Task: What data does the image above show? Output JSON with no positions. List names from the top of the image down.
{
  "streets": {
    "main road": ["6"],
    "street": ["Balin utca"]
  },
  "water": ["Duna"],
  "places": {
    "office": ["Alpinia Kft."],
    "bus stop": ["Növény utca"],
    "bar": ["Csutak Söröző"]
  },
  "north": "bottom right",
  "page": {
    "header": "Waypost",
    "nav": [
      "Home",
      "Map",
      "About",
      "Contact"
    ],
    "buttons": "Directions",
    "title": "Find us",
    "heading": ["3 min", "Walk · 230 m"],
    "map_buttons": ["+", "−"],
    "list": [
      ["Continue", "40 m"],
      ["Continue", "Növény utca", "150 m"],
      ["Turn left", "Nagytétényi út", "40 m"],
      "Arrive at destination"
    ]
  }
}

#####

**WHAT IS NEEDED:** Everything in the records should be written out again exactly.

**RESULT:**
Task: What data does the image above show? Output JSON with no positions. List names from the top of the image down.
{
  "streets": {
    "main road": ["6"],
    "street": ["Balin utca"]
  },
  "water": ["Duna"],
  "places": {
    "office": ["Alpinia Kft."],
    "bus stop": ["Növény utca"],
    "bar": ["Csutak Söröző"]
  },
  "north": "bottom right",
  "page": {
    "header": "Waypost",
    "nav": [
      "Home",
      "Map",
      "About",
      "Contact"
    ],
    "buttons": "Directions",
    "title": "Find us",
    "heading": ["3 min", "Walk · 230 m"],
    "map_buttons": ["+", "−"],
    "list": [
      ["Continue", "40 m"],
      ["Continue", "Növény utca", "150 m"],
      ["Turn left", "Nagytétényi út", "40 m"],
      "Arrive at destination"
    ]
  }
}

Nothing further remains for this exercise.